Dear Family, friends, and followers of the blog,

Very best wishes from the heart of crane country in Nebraska…hoping you find joy and peace in whatever promise of new life grips your imagination!

Some thoughts that put my mind to work and may yours:

“Be joyful even though you have considered all the facts.” Wendell Berry

“My hosanna is born in a furnace of doubt.” Fyodor Dostoyevsky

I live my life in widening circles that reach out across the world. I may not complete this last one but I will try. Rainer Maria Rilke

“In the year 1653 when all things sacred were throughout this nation either demolished or profaned, Sir Robert Shirley Baronet founded this church. Whose singular praise it is to have done the best things in the worst times,    and hoped them in the most calamitous.”

–Inscription over the west door of The Church of the Holy Trinity in Staunton Harold Chapel, Leicestershire, England

 One might of course insist on grasping religious or biblical events only in their original setting and faith-community context. At the Great Vigil of Easter, we do just that. I’m quite comfortable with Paul’s assertion that ‘if Christ be not raised then is our faith in vain’! That alone is glorious.

I remain convinced, however, that the purpose in recording these events for us was only partly to rivet our attention on the original event, the original context. The even larger purpose was to rivet our attention on our own lives and times through the lens of the events and their celebration. That is, they are great for celebration but even greater as schools for training our perceptions of life.

What does the Resurrection say, then, about life? To me, it is captured to near perfection in the four quotes with which I began this little reflection.

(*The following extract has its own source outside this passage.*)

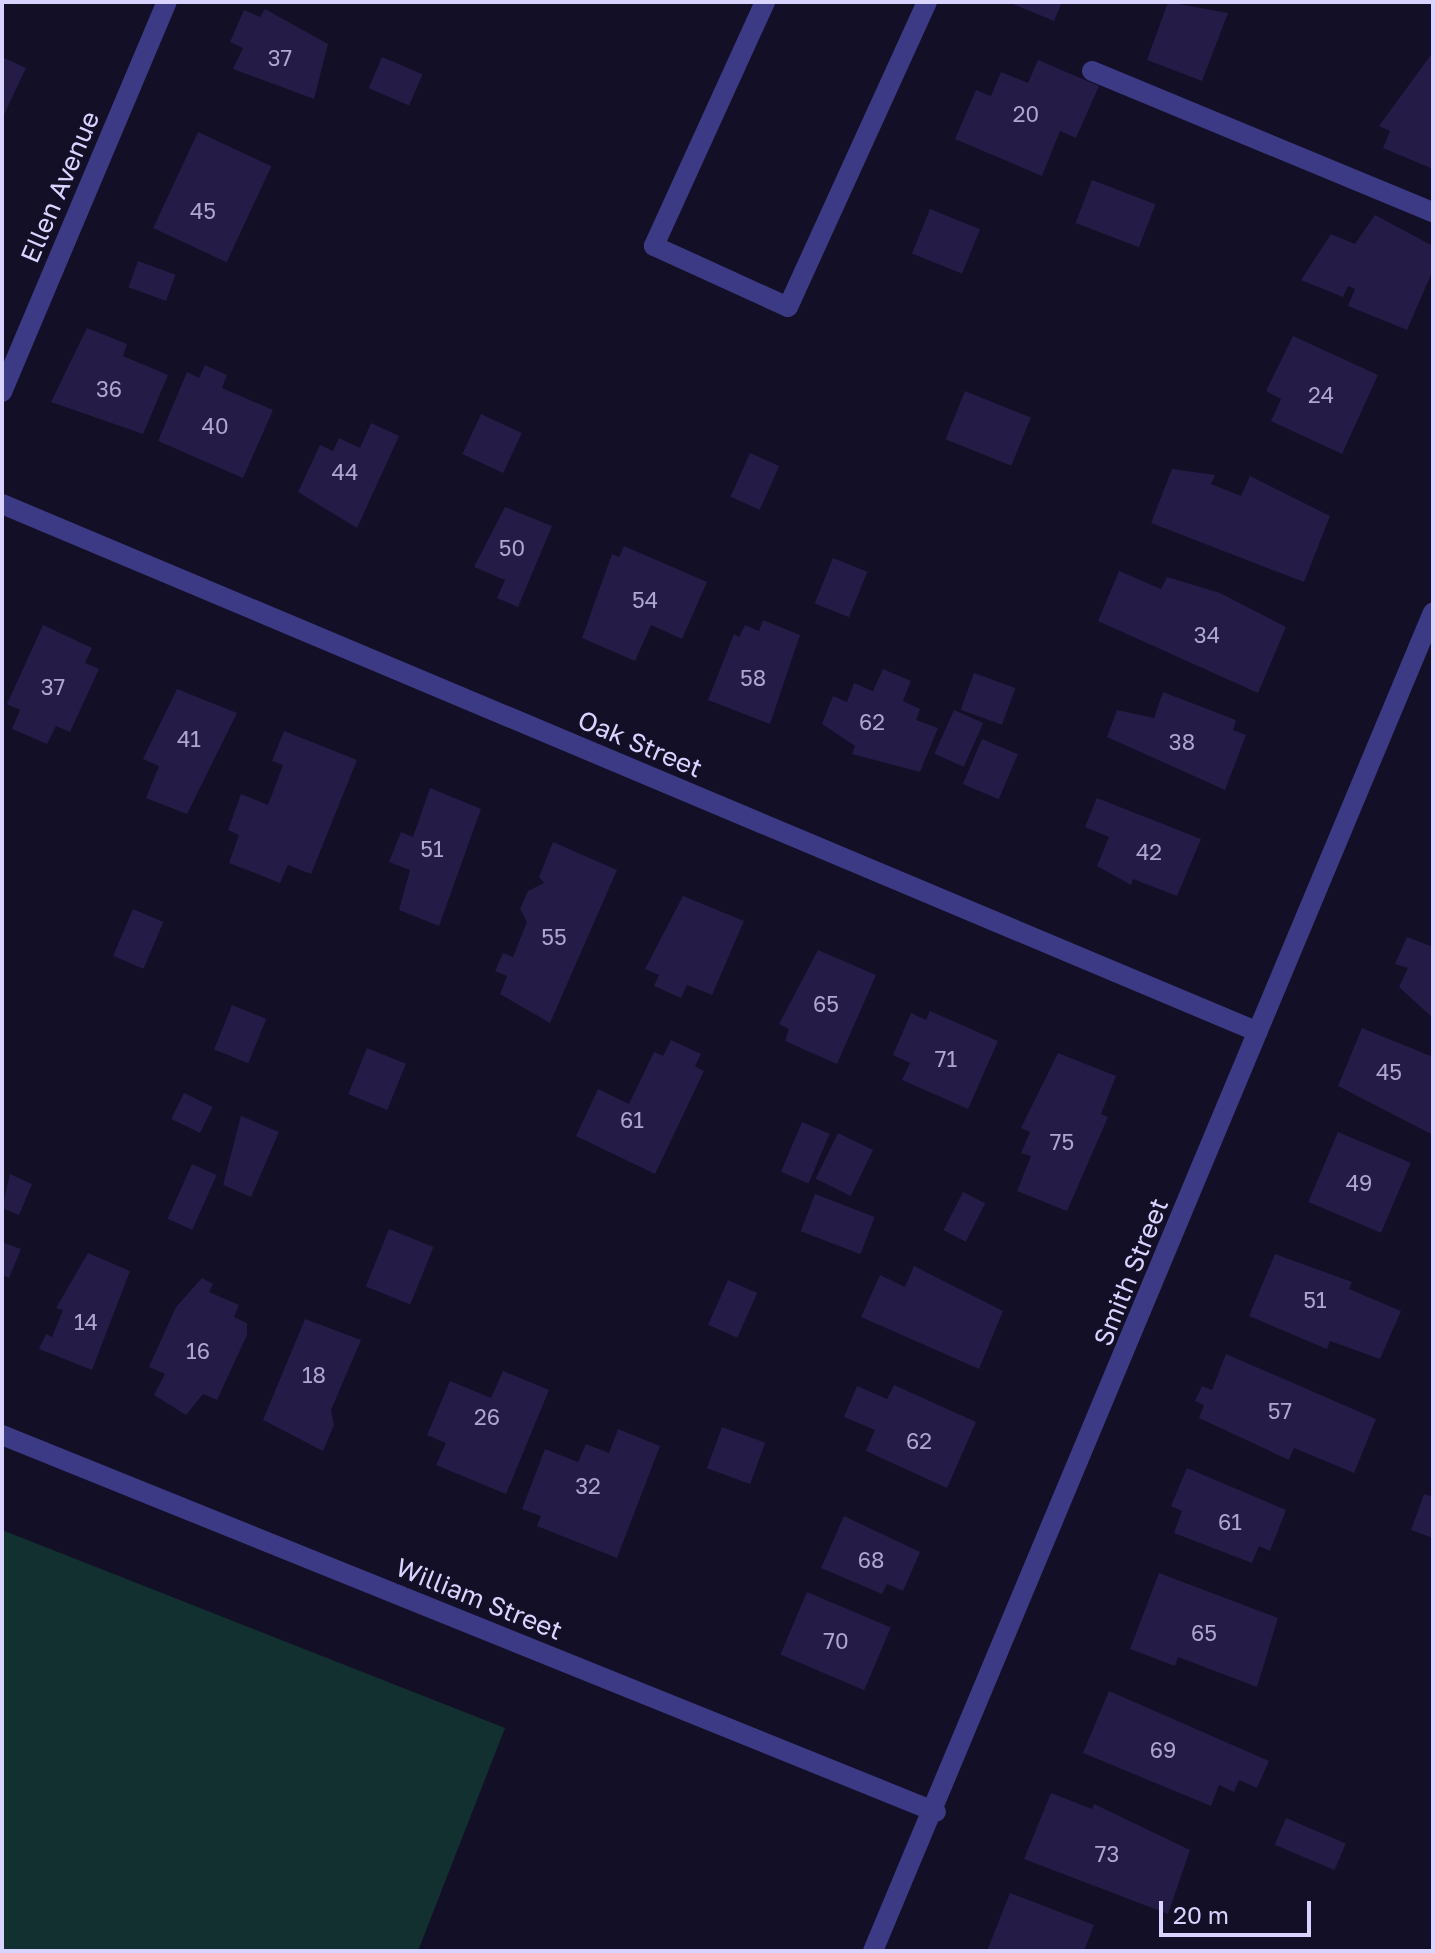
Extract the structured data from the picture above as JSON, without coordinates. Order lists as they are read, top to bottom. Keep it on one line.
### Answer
{"streets":{"street":["Ellen Avenue","Oak Street","Smith Street","William Street"]},"crossings":[["Oak Street","Smith Street"],["Smith Street","William Street"]],"house_numbers":["37","20","45","36","24","40","44","50","54","34","58","37","62","41","38","51","42","55","65","71","45","61","75","49","51","14","16","18","57","26","62","32","61","68","65","70","69","73"],"scale_bar":"20 m"}
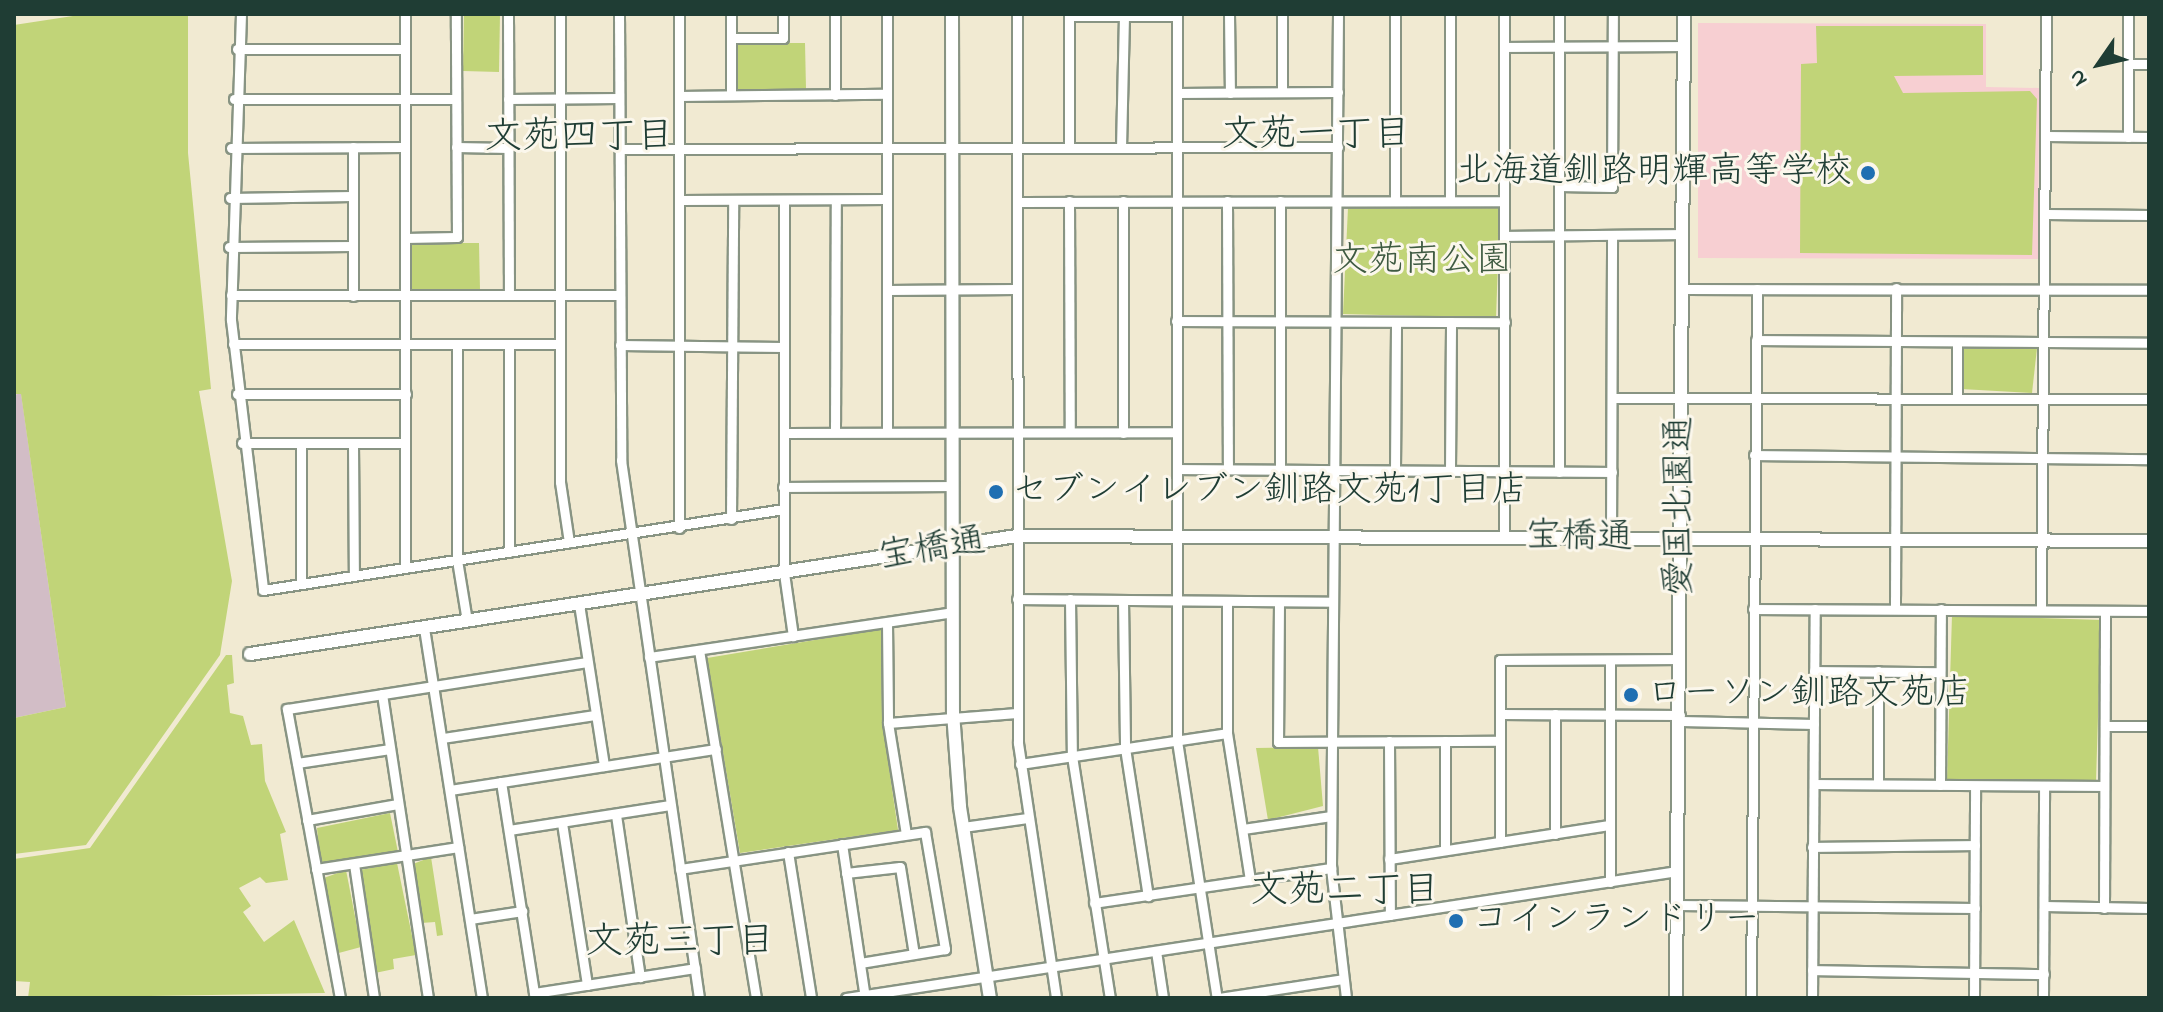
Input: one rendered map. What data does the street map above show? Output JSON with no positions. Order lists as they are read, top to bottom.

They became more pertinent to me as Lent was drawing to its close and Easter anticipation was in the air in the death of Steven Hawkings and the rather pathetic take on his life and death among those of the fundamentalist persuasion.  Franklin Graham, among others.

Surely Franklin must be an embarrassment to any serious Christian, probably even to Billy, at least as Billy can see now through the dark glass more clearly.  There seems to be no issue he can’t distort in the name of his Jesus.  His response to the death of Hawkings was typical.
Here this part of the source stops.